Ms. Shum has returned several times as an adviser to emerging screenwriters between her many other projects. But it appears her services will no longer be needed.
The Praxis program, which has operated out of Simon Fraser University since 1987, will end next year, its funding cut to the point where continuing is impossible.
"We've just been coasting on the funds we have left and some money that we socked aside, and that's running out," said Patricia Gruben, a filmmaker and professor at SFU's School for the Contemporary Arts, who founded and runs the program.
The centrepiece is the annual feature film screenplay competition, in which eight screenwriters are chosen from across the country to come to Vancouver and work on their screenplays, tuition-free, with advisers – who have included Don McKellar, Atom Egoyan, Dennis Foon and Robocop writer Michael Miner. Most return in the spring, when each script is cast with professional actors and readings help the writers make further changes.
Ms. Gruben figures nearly 300 writers have gone through the program and more than 30 Praxis scripts have been produced– including Jacob Tierney's The Trotsky, starring Jay Baruchel, and, going way back, Thom Fitzgerald's award-winning debut feature, The Hanging Garden.

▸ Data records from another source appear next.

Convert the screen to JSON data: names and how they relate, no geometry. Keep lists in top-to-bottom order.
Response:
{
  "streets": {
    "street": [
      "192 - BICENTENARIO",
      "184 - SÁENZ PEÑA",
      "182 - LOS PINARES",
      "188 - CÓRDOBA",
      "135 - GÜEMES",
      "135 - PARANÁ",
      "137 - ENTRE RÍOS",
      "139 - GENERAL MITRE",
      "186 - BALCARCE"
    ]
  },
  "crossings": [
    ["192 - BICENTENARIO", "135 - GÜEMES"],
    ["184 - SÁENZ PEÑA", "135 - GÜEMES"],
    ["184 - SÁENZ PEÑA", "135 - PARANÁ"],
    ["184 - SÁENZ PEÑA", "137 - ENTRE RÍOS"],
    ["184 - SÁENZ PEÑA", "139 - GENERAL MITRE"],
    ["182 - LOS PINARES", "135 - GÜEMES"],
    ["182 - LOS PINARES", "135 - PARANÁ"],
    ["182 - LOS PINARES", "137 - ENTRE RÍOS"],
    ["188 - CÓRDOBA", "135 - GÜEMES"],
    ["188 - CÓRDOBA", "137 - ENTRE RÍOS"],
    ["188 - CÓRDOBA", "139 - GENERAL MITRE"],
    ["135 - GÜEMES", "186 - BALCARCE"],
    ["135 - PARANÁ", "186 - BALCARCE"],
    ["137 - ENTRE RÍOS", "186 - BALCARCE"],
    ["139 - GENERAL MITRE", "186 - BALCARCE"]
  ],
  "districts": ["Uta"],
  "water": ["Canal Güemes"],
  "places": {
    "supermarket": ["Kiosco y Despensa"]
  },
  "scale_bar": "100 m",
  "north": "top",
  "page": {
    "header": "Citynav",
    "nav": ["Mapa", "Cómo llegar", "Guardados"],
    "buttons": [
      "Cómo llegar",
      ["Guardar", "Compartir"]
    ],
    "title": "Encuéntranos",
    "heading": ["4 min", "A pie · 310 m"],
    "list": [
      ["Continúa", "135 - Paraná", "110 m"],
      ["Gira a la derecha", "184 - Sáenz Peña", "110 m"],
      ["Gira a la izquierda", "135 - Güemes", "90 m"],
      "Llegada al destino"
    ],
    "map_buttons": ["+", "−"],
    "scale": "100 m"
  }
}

"It's really so valuable to be able to sit down with someone who knows what they're doing and look at everything," said aspiring screenwriter Cathryn Atkinson, who went through what could be the program's final fall workshop earlier this month. Ms. Atkinson, who is arts editor at Pique Newsmagazine in Whistler, was chosen from more than 100 applicants. She said that after going through the workshop with veteran Bruce Sweeney (The Dick Knost Show), her script can be sent out in an effort to raise funds.
Praxis – which also includes seminars and other programs – was established with $233,000 a year from the provincial government. When SFU became the chief funder a few years later, the operating fund dropped to just over $110,000. Ms. Gruben raised money from other sources, but a contributor, BC Film (now folded into Creative BC), that gave the program $25,000 a year, pulled out a few years ago as it dealt with its own funding problems. Money from other sources including Telefilm, the Harold Greenberg Fund, Corus Entertainment and a local IATSE branch continues, but it is not enough to sustain the program in its current form, with an annual budget of about $70,000 a year (which does not include salaries for Ms. Gruben and her part-time assistant, which are covered by SFU).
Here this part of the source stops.